Appreciating Python's match-case by parsing Python code

Trey Hunner smiling in a t-shirt against a yellow wall
Trey Hunner
9 min. read Python 3.10—3.11
Share
Copied to clipboard.

I stayed up past my bedtime recently and made a script and later a web app to convert a dataclass to a non-dataclass. The web app is powered by a WebAssembly build of Python (which also powers my Python pastebin tool).

While making this script I found excuses to use odd Python features, the most interesting being Python's match-case statement.

Python 3.10 added a match-case block that folks often assume to be equivalent to the switch-case blocks from other programming languages. While you can use match-case like switch-case, you usually wouldn't: match-case is both more powerful and more complex than switch-case. Python's match-case blocks are for structural pattern matching -- that phrase sounds complex because it is!

I'll write a follow-up post soon on how this script works at a high level, but right now I'd like to talk about my adventures using structural pattern matching to writing this code.

Update: the follow-up post is now available: How I made a dataclass remover.

Why remove dataclasses?

First let's briefly talk about why I made this tool.

Why would anyone want to convert a dataclass into "not a dataclass"?

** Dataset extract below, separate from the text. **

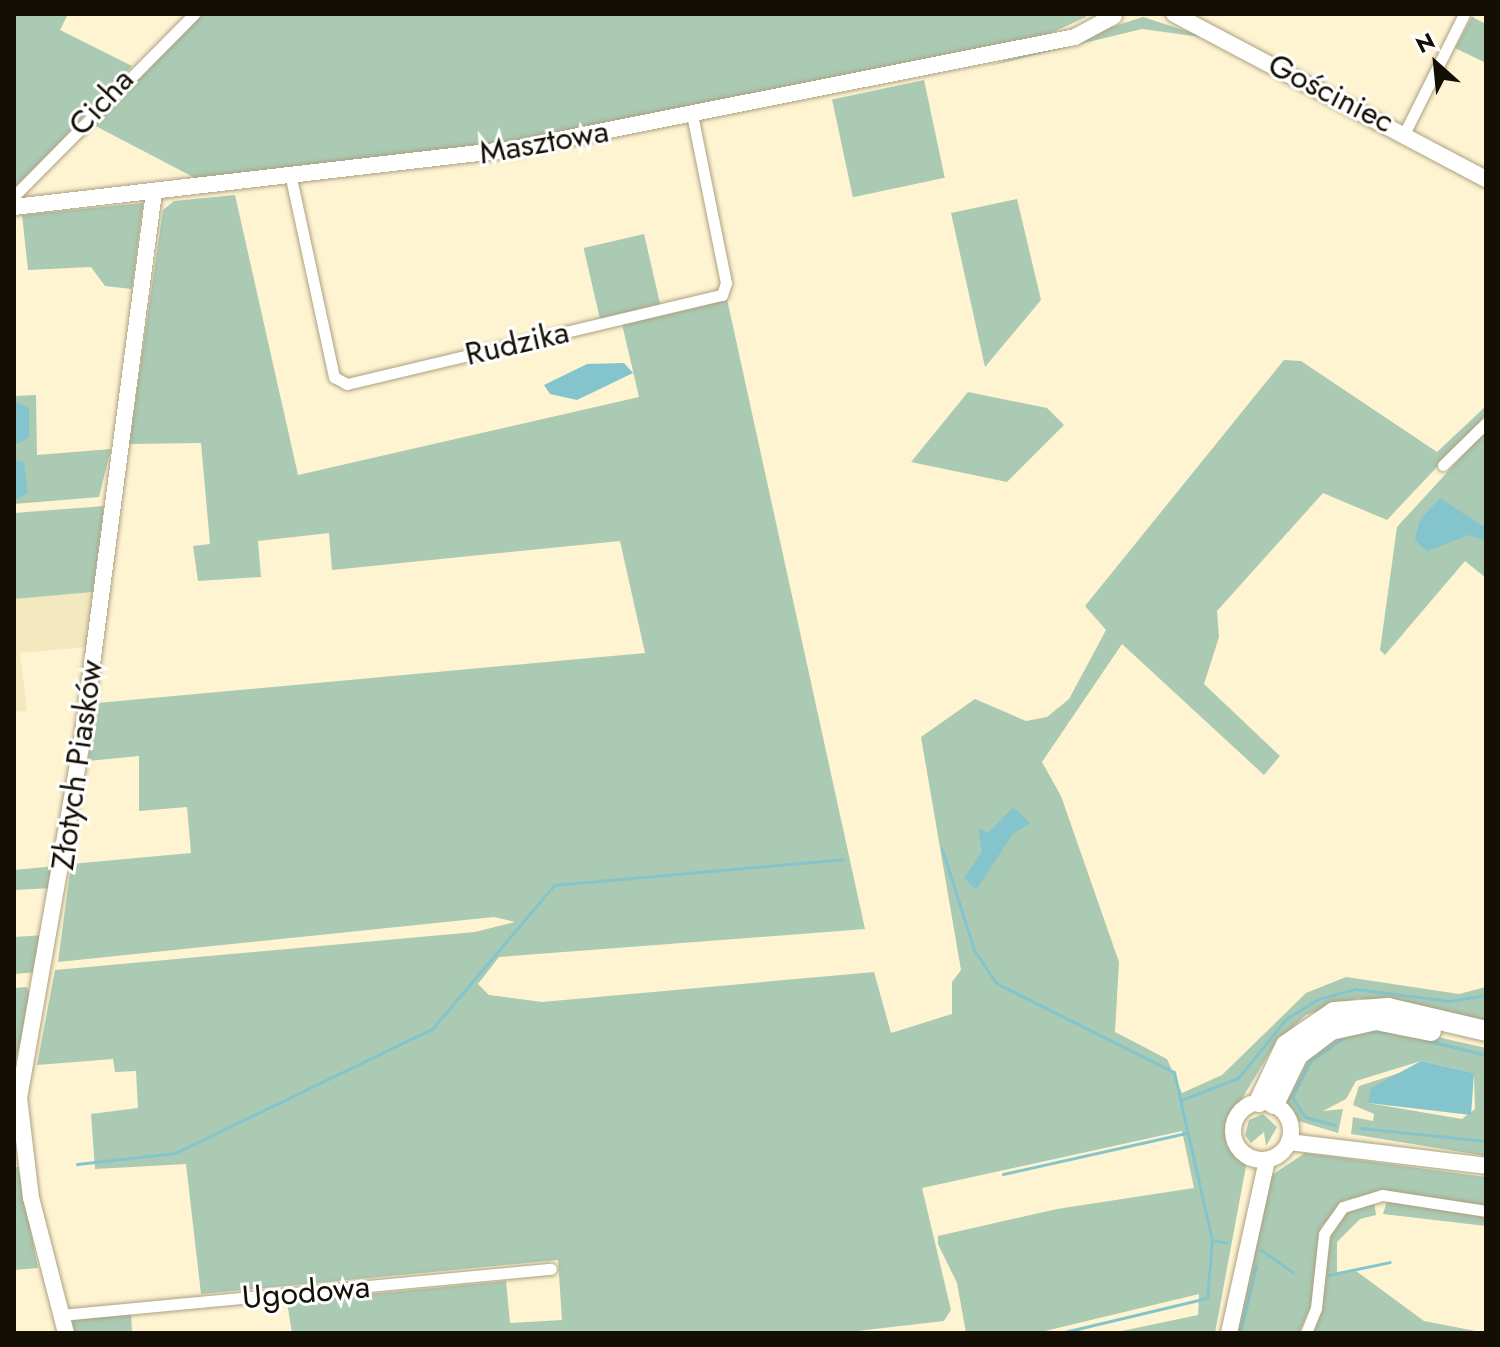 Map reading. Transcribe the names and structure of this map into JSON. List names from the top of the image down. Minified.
{"streets":{"street":["Gościniec","Cicha","Masztowa","Rudzika","Złotych Piasków","Ugodowa"]},"crossings":[["Masztowa","Rudzika"],["Masztowa","Złotych Piasków"],["Złotych Piasków","Ugodowa"]],"north":"top left"}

There are trade offs with using dataclasses: performance concerns (which don't usually matter) and edge cases where things get weird (__slots__ and slots=True are both finicky). But my reason for creating this dataclass to regular class converter was to help me better teach dataclasses. Seeing the equivalent code for a dataclass helps us appreciate what dataclasses do for us.

Okay let's dive into match-case.

Oh, that's what that tool is for?

I knew the adventure I was embarking on involved parsing Python code. I don't usually parse Python code: I leave that up to tools like Black, flake8, and the Python interpreter itself.

But I did know that Python's ast module had a parse function which could accept a string representing Python code and return an "abstract syntax tree" (often shortened to AST) that represented that Python code.

Using ast.parse to get a tree of AST nodes was easy. The hard part came in making sense of those deeply-nested AST nodes.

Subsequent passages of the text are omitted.